- [Assignment]:
A single number is the answer: the count of lines in these records with "margin" in them.

------------------------------------------------

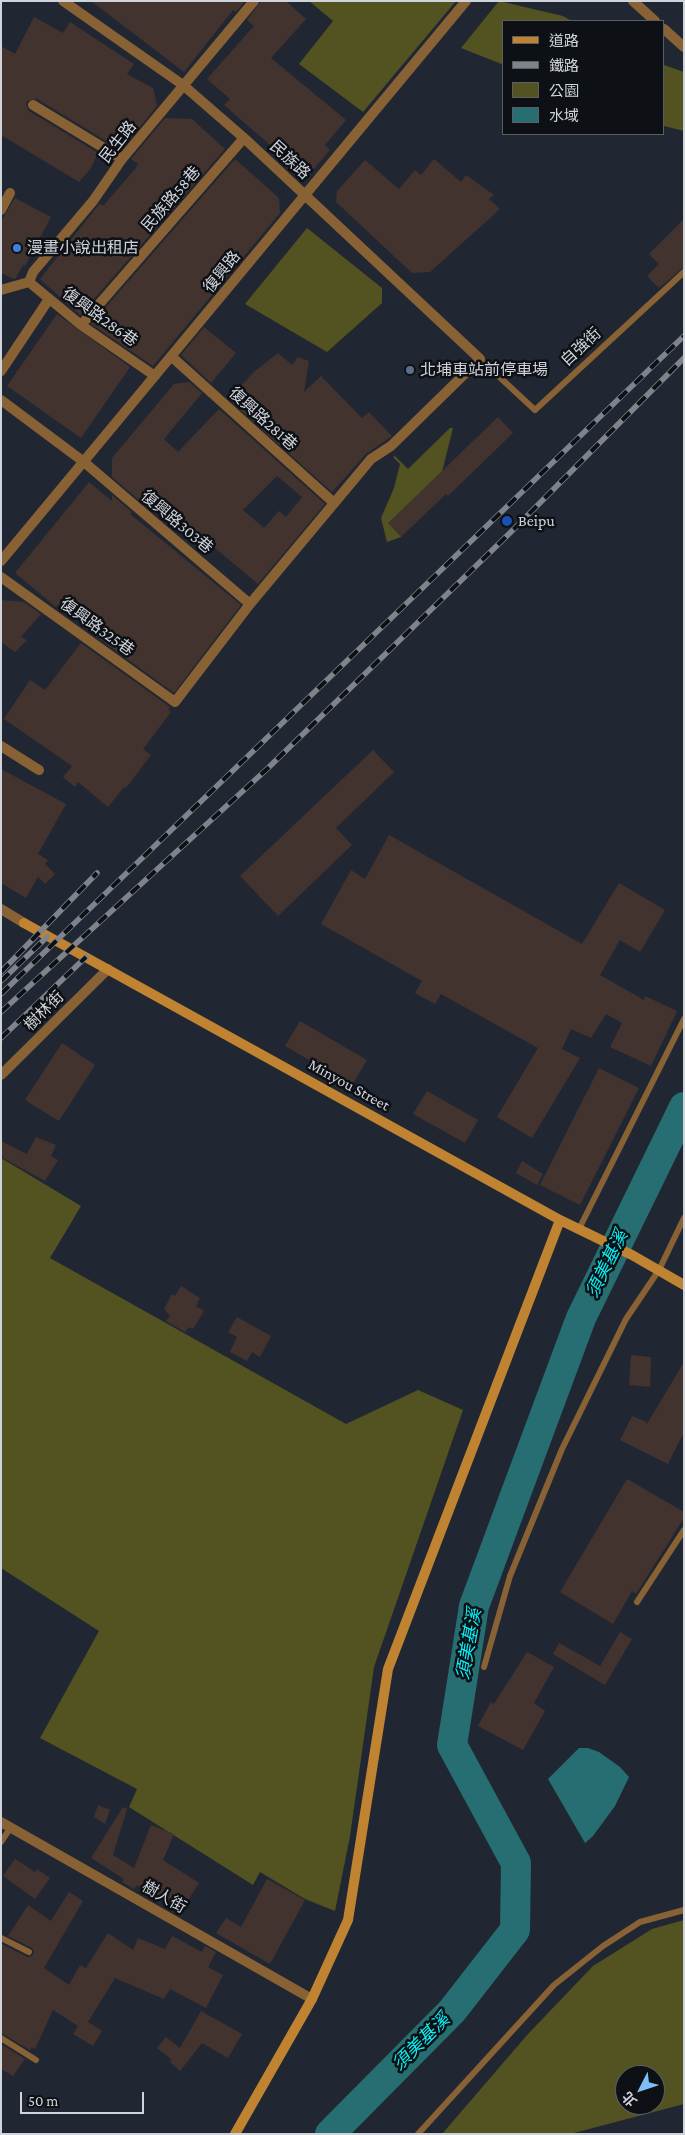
<!DOCTYPE html>
<meta charset="utf-8">
<style>
body{margin:0}
#map{position:relative;width:685px;height:2135px;overflow:hidden;background:#212732;font-family:"Crimson Pro","Noto Sans TC",serif}
canvas{display:block}
.frame{position:absolute;inset:0;border:2px solid #cfd3da;pointer-events:none}
.legend{position:absolute;left:502px;top:20px;width:162px;height:115px;box-sizing:border-box;background:#0d1014;border:1px solid #5b5e63;margin:0;padding:6px 9px;list-style:none;font-size:15px;color:#cfd3da}
.legend li{display:flex;align-items:center;gap:10px;height:25px}
.legend b{width:25px;border:1px solid #5b5e63}
.north{position:absolute;left:615px;top:2065px;width:50px;height:50px;box-sizing:border-box;background:#0d1014;border:1px solid #5b5e63;border-radius:50%;rotate:229deg;font-size:14px;font-weight:700;line-height:20px;text-align:center;color:#cfd3da}
.north::after{content:'';display:block;margin:auto;width:18px;height:22px;background:#7bbef8;clip-path:polygon(50% 0,100% 100%,50% 72%,0 100%)}
.scale{position:absolute;left:20px;top:2092px;width:124px;height:22px;box-sizing:border-box;border:2px solid #cfd3da;border-top:0;padding-left:6px;font-size:15px;line-height:18px;white-space:nowrap;color:#cfd3da;-webkit-text-stroke:4px #0d1014;paint-order:stroke}
</style>
<div id="map">
<canvas width="685" height="2135"></canvas>
<div class="frame"></div>
<ul class="legend">
<li><b style="height:6px;background:#c08332"></b>道路</li>
<li><b style="height:6px;background:#7e838c"></b>鐵路</li>
<li><b style="height:14px;background:#525321"></b>公園</li>
<li><b style="height:14px;background:#266e71"></b>水域</li>
</ul>
<div class="north">北</div>
<div class="scale">50 m</div>
</div>
<script>
const context = document.querySelector('canvas').getContext('2d');
context.lineJoin = 'round';
function fill(path, color) { context.fillStyle = color; context.fill(path, 'evenodd'); }
const toPath = rows => new Path2D(rows.map(r => 'M' + r).join(''));
function trace(path, color, width, dash) { context.strokeStyle = color; context.lineWidth = width; context.lineCap = dash ? 'butt' : 'round'; context.setLineDash(dash || []); context.stroke(path); }
function label(font, color, halo, rows, align = 'center') {
  context.font = font + ' "Crimson Pro","Noto Sans TC",serif'; context.lineWidth = 5; context.setLineDash([]); context.textBaseline = 'middle'; context.strokeStyle = halo; context.fillStyle = color; for (const [text, x, y, turn = 0] of rows) {
    context.save(); context.translate(x, y); context.rotate((+turn || 0) * Math.PI / 180); context.textAlign = isNaN(turn) ? turn : align; if (halo) context.strokeText(text, 0, 0); context.fillText(text, 0, 0); context.restore();
  }
}
fill(toPath([
 [309,1,456,1,363,112,299,64,333,21],
 [499,1,563,16,572,21,504,21,504,65,461,48],
 [664,65,684,72,684,131,664,126],
 [307,228,382,288,382,303,327,352,245,304],
 [450,428,453,428,442,472,401,537,387,542,381,518,394,488,400,464,393,457,395,456,408,469],
 [1,1158,81,1206,50,1258,346,1424,418,1390,463,1410,374,1667,350,1836,335,1911,305,1899,260,1872,253,1885,129,1807,137,1789,40,1738,99,1631,1,1568],
 [684,1920,684,2104,570,2134,442,2134,528,2034,593,1966,652,1929],
 [625,2075,655,2075,655,2105,625,2105]
]), '#525321');
fill(toPath([
 [579,1748,588,1748,599,1752,620,1767,629,1777,615,1806,593,1836,585,1843,548,1779]
]), '#266e71');
trace(toPath([
 [330,2134,452,2011,515,1930,516,1863,452,1745,474,1606,581,1318,684,1107]
]), '#266e71', 30);
fill(toPath([
 [91,1,245,1,236,12,233,10,184,72],
 [261,1,286,1,306,19,271,58,346,120,325,145,330,150,313,170,307,165,302,172,241,120,224,105,230,99,207,79,254,26,247,20],
 [34,17,63,33,70,22,134,64,127,74,153,88,157,106,121,150,37,99,27,101,26,105,29,111,98,153,91,168,79,182,1,135,1,46,15,54],
 [165,118,192,119,225,149,80,315,40,279,100,203,103,206,135,169,138,164,131,159],
 [235,159,279,198,280,213,153,366,91,324],
 [434,159,461,182,466,175,494,195,489,199,500,209,430,272,412,273,336,202,337,191,365,160,399,189,415,170,421,175],
 [15,198,51,217,25,266,23,265,16,278,14,279,1,273,1,221],
 [684,219,684,267,659,288,647,276,659,264,649,254],
 [57,314,130,367,81,438,7,386],
 [204,327,236,353,211,383,181,355],
 [278,353,292,365,298,357,309,361,304,392,321,376,362,418,369,412,392,436,366,454,332,492,228,399,255,371],
 [189,382,202,393,164,439,178,452,219,409,325,504,258,584,148,492,140,501,112,477,112,458,174,384],
 [277,476,302,497,286,517,279,511,264,528,243,510],
 [498,417,513,433,448,496,446,494,401,537,388,523],
 [89,482,112,501,112,495,132,512,130,514,241,605,174,693,90,632,94,626,76,612,61,601,56,607,15,573],
 [1,600,24,602,41,614,21,637,27,640,15,652,1,642],
 [81,643,170,707,168,710,171,712,143,749,151,755,126,788,124,787,108,807,78,782,75,787,63,777,72,766,4,719,30,680,45,690],
 [373,750,394,772,336,828,352,845,278,916,240,876],
 [1,769,66,804,38,854,48,860,45,864,55,874,45,884,38,877,26,898,1,883],
 [389,835,582,944,619,883,665,910,640,952,620,940,600,975,644,1000,645,996,677,1011,651,1066,610,1047,622,1023,606,1014,591,1038,571,1029,562,1049,580,1058,532,1138,497,1117,538,1048,441,994,435,1004,415,993,422,981,321,924,351,870,365,879],
 [300,1021,367,1060,352,1085,285,1046],
 [62,1043,95,1065,59,1121,25,1100],
 [599,1068,639,1088,580,1205,540,1185],
 [427,1091,478,1120,465,1143,413,1114],
 [36,1137,56,1145,51,1156,58,1160,45,1181,1,1157,1,1141,27,1154],
 [522,1161,543,1174,537,1185,516,1173],
 [181,1286,200,1298,196,1306,204,1311,193,1329,189,1327,185,1332,166,1321,170,1316,164,1309,172,1294,175,1296],
 [237,1317,271,1336,260,1357,252,1352,247,1361,230,1352,237,1337,228,1332],
 [631,1355,651,1357,650,1387,629,1385],
 [684,1362,684,1432,668,1464,620,1440,632,1416,647,1422,647,1424],
 [627,1479,684,1512,684,1518,636,1594,632,1591,613,1624,560,1592],
 [620,1632,632,1639,605,1685,553,1654,559,1643,600,1666],
 [527,1652,554,1667,534,1703,545,1711,523,1750,478,1726,491,1702,494,1704],
 [98,1805,110,1810,105,1824,94,1817],
 [123,1807,127,1809,113,1855,134,1868,151,1825,174,1834,163,1860,199,1883,180,1913,137,1885,134,1889,122,1882,124,1879,91,1858],
 [15,1859,35,1872,37,1869,50,1878,35,1899,3,1876],
 [267,1879,305,1900,270,1964,216,1933,226,1918,241,1927],
 [69,1892,83,1901,44,1968,69,1985,80,1965,86,1968,108,1933,133,1950,138,1938,165,1949,172,1936,202,1952,205,1946,216,1952,208,1967,223,1975,206,2008,170,1989,164,1999,115,1978,88,2022,102,2031,93,2046,73,2034,78,2026,53,2010,35,2049,32,2047,30,2050,1,2033,1,1946,2,1944,27,1957,32,1956,34,1952,32,1948,8,1936,28,1905,51,1921],
 [201,2011,242,2034,228,2058,202,2043,180,2071,170,2062,172,2060,157,2048,166,2037,180,2048],
 [1,2044,25,2059,13,2076,1,2069]
]), '#42332f');
trace(toPath([
 [480,359,535,410,684,272],
 [579,1229,684,1019],
 [637,1602,684,1530],
 [484,1667,510,1576,562,1449,626,1319,659,1270,684,1218],
 [1,1842,11,1827],
 [1,1938,29,1952],
 [1,2038,36,2060],
 [418,2134,554,1985,603,1946,640,1922,684,1910]
]), '#886234', 6);
trace(toPath([
 [633,1,655,21],
 [664,29,684,47],
 [33,105,122,159],
 [1,210,10,193],
 [29,282,81,325,155,376],
 [1,290,29,282,33,272,93,201,122,159,254,1],
 [81,325,244,138],
 [172,357,333,502],
 [1,371,49,299],
 [1,400,84,462,250,604],
 [1,561,466,1],
 [1,577,175,702,250,604,371,459,391,446,480,359,244,138,183,85,63,1],
 [1,746,39,770],
 [1,909,24,923],
 [1,1075,108,969],
 [1,1822,312,1999]
]), '#886234', 10);
trace(toPath([
 [24,923,560,1220,632,1255,684,1285],
 [235,2134,312,1999,348,1920,388,1669,560,1220]
]), '#c08332', 10);
const rail = toPath([
 [1,972,97,873],
 [1,981,47,937],
 [1,994,684,336],
 [1,1012,267,769,514,529,684,358],
 [1,1038,86,957]
]);
trace(rail, '#7e838c', 5.5);
trace(rail, '#0d1014', 4, [11]);
for (const [x, y, r, color] of [
 [17,248,5,"#3f7fe0"],
 [410,370,5,"#5c6f8a"],
 [507,521,6,"#1a4fb4"]
]) { const dot = new Path2D(); dot.arc(x, y, r, 0, 2 * Math.PI); context.fillStyle = color; context.fill(dot); trace(dot, '#0d1014', 2); }
label('16px', '#cfd3da', '#0d1014', [
 ["民生路",118,142,-52],
 ["民族路",290,160,43],
 ["民族路58巷",171,199,-49],
 ["復興路",222,272,-51],
 ["復興路286巷",100,317,36],
 ["自強街",581,347,-43],
 ["復興路281巷",263,419,42],
 ["復興路303巷",177,522,40],
 ["復興路325巷",97,627,36],
 ["樹林街",44,1011,-45],
 ["Minyou Street",349,1085,29],
 ["樹人街",164,1897,30]
]);
label('16px', '#cfd3da', '#0d1014', [
 ["漫畫小說出租店",27,248],
 ["北埔車站前停車場",420,370],
 ["Beipu",518,521]
], 'left');
label('italic 18px', '#08f1f7', '#0d1014', [
 ["須美基溪",607,1264,-64],
 ["須美基溪",469,1644,-80],
 ["須美基溪",421,2042,-45]
]);
</script>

------------------------------------------------

- [Answer area]:
3